• [Data to use]:
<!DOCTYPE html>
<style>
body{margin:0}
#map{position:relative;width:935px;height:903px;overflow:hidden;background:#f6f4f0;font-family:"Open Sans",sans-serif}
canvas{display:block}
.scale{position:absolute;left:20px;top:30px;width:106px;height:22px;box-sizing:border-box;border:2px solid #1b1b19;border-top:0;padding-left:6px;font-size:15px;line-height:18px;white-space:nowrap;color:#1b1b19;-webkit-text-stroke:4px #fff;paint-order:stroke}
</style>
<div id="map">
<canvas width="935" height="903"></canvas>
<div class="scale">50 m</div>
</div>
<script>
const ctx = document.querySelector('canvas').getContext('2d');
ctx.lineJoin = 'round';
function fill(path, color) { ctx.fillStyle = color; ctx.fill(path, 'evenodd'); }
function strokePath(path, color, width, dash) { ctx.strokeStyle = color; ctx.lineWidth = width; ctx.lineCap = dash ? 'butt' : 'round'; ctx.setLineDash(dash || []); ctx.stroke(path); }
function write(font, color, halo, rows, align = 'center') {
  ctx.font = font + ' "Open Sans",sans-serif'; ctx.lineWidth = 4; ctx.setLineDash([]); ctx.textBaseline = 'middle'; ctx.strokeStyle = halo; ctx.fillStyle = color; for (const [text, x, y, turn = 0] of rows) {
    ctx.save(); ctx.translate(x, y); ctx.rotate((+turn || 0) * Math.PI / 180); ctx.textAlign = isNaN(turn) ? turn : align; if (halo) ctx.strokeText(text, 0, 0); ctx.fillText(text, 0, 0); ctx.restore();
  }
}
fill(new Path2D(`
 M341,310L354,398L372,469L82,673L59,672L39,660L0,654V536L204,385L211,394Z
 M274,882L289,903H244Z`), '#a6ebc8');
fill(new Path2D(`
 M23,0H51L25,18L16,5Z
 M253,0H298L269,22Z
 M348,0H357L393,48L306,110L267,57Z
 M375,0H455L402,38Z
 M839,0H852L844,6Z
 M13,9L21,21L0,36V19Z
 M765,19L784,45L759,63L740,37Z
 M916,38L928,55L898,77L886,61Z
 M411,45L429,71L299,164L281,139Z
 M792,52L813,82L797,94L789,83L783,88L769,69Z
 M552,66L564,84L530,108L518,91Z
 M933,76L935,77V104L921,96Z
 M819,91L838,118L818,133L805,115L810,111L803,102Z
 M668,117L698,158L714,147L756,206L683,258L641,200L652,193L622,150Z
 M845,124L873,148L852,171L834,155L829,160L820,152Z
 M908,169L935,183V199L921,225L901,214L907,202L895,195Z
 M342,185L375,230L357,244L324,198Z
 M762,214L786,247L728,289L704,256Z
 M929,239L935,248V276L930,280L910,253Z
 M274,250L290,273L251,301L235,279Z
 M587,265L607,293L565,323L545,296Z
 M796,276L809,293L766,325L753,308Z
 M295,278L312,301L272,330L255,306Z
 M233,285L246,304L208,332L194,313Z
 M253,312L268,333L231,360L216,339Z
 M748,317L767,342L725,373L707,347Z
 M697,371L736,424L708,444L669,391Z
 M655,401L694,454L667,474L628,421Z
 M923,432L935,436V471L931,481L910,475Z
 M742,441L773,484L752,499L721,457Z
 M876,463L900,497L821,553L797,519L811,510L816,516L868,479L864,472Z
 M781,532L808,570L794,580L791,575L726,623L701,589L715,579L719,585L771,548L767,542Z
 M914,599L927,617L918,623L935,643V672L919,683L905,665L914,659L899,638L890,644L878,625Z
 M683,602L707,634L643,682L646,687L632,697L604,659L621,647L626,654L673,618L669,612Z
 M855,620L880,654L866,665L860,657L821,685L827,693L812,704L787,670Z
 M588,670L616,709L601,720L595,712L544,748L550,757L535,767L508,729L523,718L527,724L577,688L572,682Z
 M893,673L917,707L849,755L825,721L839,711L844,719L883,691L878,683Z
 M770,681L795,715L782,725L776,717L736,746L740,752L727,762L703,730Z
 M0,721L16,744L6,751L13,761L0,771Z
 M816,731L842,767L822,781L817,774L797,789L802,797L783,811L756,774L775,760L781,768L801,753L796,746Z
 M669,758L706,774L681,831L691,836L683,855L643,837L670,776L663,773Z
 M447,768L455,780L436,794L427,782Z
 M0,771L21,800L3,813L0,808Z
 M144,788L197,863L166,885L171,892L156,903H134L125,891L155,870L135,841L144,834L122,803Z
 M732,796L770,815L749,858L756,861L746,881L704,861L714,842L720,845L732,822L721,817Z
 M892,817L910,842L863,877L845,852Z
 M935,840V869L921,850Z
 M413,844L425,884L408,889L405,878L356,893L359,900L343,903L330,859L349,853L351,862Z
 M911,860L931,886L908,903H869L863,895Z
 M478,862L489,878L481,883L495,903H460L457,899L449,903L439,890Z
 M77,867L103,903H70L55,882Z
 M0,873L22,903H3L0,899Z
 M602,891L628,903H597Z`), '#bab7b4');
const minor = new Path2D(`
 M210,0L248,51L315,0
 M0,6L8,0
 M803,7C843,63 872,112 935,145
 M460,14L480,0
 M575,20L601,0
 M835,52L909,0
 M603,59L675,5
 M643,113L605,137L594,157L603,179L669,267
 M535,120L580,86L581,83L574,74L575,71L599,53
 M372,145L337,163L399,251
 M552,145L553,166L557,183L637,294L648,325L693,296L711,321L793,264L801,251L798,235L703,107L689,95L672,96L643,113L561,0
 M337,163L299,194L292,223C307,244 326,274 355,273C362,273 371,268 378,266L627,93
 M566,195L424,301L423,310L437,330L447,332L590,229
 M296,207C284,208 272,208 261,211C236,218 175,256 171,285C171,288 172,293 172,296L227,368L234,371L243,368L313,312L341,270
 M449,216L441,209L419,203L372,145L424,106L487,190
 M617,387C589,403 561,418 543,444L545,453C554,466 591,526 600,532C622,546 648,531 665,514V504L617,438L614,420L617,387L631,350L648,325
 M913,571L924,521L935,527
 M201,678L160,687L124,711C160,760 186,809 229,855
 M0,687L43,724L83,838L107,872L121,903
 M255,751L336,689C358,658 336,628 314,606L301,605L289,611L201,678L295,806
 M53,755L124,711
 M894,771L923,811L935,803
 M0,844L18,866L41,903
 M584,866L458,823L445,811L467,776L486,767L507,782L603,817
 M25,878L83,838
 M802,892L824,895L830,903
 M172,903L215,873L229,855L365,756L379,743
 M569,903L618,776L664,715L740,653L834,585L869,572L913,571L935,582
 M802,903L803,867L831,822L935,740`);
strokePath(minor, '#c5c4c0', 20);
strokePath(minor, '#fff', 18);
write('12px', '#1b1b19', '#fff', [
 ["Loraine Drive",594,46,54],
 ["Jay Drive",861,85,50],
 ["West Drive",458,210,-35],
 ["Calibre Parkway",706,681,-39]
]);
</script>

• [Problem to solve]: Look through the entries above and copy each line that has "strokeStyle" in it.

• [Exercise output]:
function strokePath(path, color, width, dash) { ctx.strokeStyle = color; ctx.lineWidth = width; ctx.lineCap = dash ? 'butt' : 'round'; ctx.setLineDash(dash || []); ctx.stroke(path); }
  ctx.font = font + ' "Open Sans",sans-serif'; ctx.lineWidth = 4; ctx.setLineDash([]); ctx.textBaseline = 'middle'; ctx.strokeStyle = halo; ctx.fillStyle = color; for (const [text, x, y, turn = 0] of rows) {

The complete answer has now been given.